Reflection of a Woman

In Everyone has one, Opinion by Sofia Brenes

Growing up with O.I. made me realize that I was different from everyone else around me but at the same time I didn’t care of how others perceived me as. My short body and shiny wheelchair didn’t faze me until I entered high school.

I guess many can say that high school was an eye-opening experience to the “real world” because that’s exactly what it was for me.

All of the sudden I became consumed in putting on make-up, having the latest fashionable clothes, dying my hair, and doing everything possible to look the best that I could.

It wasn’t until later that I figured out why I went to such lengths to look better and it wasn’t for the sake of trying to be like everyone else.

I was subconsciously trying to conceal or make up for the fact that I was disabled. I used to think that by putting on makeup and wearing revealing clothes it would make others, primarily guys, look past my most obvious “defect”.

I was always in and out of relationships throughout my high school years because having a guy say I was beautiful made me almost believe it myself and when I didn’t have a boyfriend, I felt like the most undesirable girl in the world.

I can’t exactly pinpoint where my drop of self-esteem began but it probably had to do with the fact that I was in many unfaithful relationships and I had this gnawing feeling that I had to compete against all the gorgeous able-bodied girls out there.

I graduated in the summer of 2006 with honors and great, life-long friends. I deferred a year and a half off of school to get some surgeries out of the way before I began college.

I took this opportunity to not only to heal my body but also my inner self. Why did I possess such self-hatred? Did I become engulfed in society’s ideals of beauty?

I guess I did and I had to pull myself out of it. I faced the dreaded mirror everyday and said out loud what I loved about myself and little by little, I started to see myself in a new light.

All my insecurities slowly started to wash away and I began to love myself again. I finally started college this January as a pre-med major.

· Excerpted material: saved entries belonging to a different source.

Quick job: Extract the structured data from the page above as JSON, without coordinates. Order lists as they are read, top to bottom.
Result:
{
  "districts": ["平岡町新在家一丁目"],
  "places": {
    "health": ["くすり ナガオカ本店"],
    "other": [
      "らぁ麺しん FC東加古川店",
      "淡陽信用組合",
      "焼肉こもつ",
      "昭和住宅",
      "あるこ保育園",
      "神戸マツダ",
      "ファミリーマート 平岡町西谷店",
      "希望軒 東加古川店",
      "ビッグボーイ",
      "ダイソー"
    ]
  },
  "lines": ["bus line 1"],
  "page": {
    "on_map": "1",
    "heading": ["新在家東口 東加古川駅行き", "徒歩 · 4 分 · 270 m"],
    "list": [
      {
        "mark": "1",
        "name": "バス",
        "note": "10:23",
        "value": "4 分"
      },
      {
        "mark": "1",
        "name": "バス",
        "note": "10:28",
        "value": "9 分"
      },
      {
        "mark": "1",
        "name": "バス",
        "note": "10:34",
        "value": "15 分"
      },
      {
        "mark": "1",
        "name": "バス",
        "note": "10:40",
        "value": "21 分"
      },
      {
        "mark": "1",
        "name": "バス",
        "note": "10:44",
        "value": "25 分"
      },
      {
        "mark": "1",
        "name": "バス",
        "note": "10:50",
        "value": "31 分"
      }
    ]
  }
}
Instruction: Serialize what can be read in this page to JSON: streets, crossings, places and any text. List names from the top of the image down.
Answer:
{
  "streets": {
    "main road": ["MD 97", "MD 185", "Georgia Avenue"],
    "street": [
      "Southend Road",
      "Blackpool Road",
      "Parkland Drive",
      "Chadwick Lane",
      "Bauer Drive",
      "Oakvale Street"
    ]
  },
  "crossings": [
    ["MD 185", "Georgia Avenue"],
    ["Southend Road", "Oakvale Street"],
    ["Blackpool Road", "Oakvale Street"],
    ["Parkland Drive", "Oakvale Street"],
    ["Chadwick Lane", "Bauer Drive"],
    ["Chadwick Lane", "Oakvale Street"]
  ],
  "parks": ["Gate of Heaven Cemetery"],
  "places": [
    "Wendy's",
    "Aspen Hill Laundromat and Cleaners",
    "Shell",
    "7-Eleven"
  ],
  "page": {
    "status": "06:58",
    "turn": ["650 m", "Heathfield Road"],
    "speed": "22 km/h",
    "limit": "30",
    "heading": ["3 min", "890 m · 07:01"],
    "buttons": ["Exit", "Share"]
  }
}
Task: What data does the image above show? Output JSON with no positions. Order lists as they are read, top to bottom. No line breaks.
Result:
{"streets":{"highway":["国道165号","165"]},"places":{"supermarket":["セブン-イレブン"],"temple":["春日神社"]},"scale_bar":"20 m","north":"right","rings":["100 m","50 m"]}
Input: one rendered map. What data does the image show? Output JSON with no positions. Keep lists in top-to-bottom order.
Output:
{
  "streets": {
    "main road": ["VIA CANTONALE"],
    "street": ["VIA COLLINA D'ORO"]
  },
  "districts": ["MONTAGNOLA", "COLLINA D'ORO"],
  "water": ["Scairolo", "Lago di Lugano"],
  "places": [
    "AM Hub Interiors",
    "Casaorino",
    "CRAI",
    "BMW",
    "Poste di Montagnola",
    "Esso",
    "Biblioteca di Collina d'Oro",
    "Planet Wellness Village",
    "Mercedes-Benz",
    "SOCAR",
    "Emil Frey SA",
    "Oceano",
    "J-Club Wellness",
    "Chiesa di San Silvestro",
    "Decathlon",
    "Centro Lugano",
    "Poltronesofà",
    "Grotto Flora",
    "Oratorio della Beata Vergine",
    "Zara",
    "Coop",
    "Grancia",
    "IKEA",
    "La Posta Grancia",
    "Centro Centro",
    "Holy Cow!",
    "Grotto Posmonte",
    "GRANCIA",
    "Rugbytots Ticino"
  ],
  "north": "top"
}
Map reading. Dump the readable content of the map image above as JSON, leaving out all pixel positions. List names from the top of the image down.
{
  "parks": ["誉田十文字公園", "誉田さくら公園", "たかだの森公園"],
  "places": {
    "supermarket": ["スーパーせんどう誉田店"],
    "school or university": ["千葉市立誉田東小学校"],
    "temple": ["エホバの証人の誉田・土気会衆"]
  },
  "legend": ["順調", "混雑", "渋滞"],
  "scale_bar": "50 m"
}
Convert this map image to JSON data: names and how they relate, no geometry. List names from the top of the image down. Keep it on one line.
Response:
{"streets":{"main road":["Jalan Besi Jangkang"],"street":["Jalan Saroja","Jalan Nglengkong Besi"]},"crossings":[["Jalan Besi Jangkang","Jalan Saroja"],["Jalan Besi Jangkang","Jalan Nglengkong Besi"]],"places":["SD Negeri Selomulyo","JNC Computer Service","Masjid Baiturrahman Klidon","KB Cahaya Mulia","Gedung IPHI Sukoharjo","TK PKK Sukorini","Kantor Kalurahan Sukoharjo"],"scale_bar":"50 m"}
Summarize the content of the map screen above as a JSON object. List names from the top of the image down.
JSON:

I was all patched up body, mind, and spirit.

No longer did I need a man to feel worthy but I must say guys love confident women and I’ve had two college boyfriends, thus far. I still have my bad days like everyone else but the trick is to not let it get to you.

Society’s narrow perception on what type of woman is considered beautiful and “normal” has always puzzled me. Do we all have to be 5″7, 120lbs, thin, and with long-flowing hair to be considered worthy?

Many of us fall into this trap and start blaming ourselves for things that are out of our control. We should stop focusing so much on changing our physical appearance and concentrate on the root of the problem, society.

How are we suppose to change how people view disabled individuals if we can’t even accept ourselves? For years I blamed myself for not being nearly “perfect” and tried to compete with everyone else.

This is a lonely and depressing road to take, so don’t let it happen to you. If you think that losing just little more weight and having this particular hairstyle will improve the way you view yourself then you’re fighting a losing battle because every time you will want to tweak or change one more little thing.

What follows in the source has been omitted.